WHAT TO PRODUCE: Below are some records. Copy every line in them that holds "data".

SUPPLIED INFORMATION:
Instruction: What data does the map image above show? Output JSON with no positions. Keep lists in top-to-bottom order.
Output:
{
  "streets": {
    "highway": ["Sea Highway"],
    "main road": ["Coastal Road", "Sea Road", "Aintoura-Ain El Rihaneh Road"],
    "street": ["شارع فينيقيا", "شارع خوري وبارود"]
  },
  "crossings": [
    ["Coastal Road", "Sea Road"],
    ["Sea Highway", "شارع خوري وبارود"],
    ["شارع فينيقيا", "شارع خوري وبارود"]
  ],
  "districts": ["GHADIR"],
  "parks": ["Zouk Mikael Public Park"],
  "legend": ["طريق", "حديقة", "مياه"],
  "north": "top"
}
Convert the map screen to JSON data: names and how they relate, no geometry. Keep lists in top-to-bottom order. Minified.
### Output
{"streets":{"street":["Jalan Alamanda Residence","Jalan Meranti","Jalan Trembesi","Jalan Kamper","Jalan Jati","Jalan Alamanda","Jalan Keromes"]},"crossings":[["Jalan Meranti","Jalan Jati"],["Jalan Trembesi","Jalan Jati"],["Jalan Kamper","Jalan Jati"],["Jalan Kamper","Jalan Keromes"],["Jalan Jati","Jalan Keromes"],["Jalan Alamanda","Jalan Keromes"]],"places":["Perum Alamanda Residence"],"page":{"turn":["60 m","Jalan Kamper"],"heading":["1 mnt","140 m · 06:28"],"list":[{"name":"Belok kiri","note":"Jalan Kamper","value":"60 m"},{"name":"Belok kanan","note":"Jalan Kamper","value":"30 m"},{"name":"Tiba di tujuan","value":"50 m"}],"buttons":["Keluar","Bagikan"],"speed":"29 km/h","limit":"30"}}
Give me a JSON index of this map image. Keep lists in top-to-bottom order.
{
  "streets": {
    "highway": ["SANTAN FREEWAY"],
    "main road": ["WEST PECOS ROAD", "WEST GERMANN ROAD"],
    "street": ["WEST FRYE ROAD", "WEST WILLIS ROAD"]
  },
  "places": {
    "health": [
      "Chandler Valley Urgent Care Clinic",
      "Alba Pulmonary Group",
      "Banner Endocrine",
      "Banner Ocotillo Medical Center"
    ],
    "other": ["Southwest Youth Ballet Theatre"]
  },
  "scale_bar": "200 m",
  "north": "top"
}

RESPONSE TO THE TASK:
Instruction: What data does the map image above show? Output JSON with no positions. Keep lists in top-to-bottom order.
Convert the map screen to JSON data: names and how they relate, no geometry. Keep lists in top-to-bottom order. Minified.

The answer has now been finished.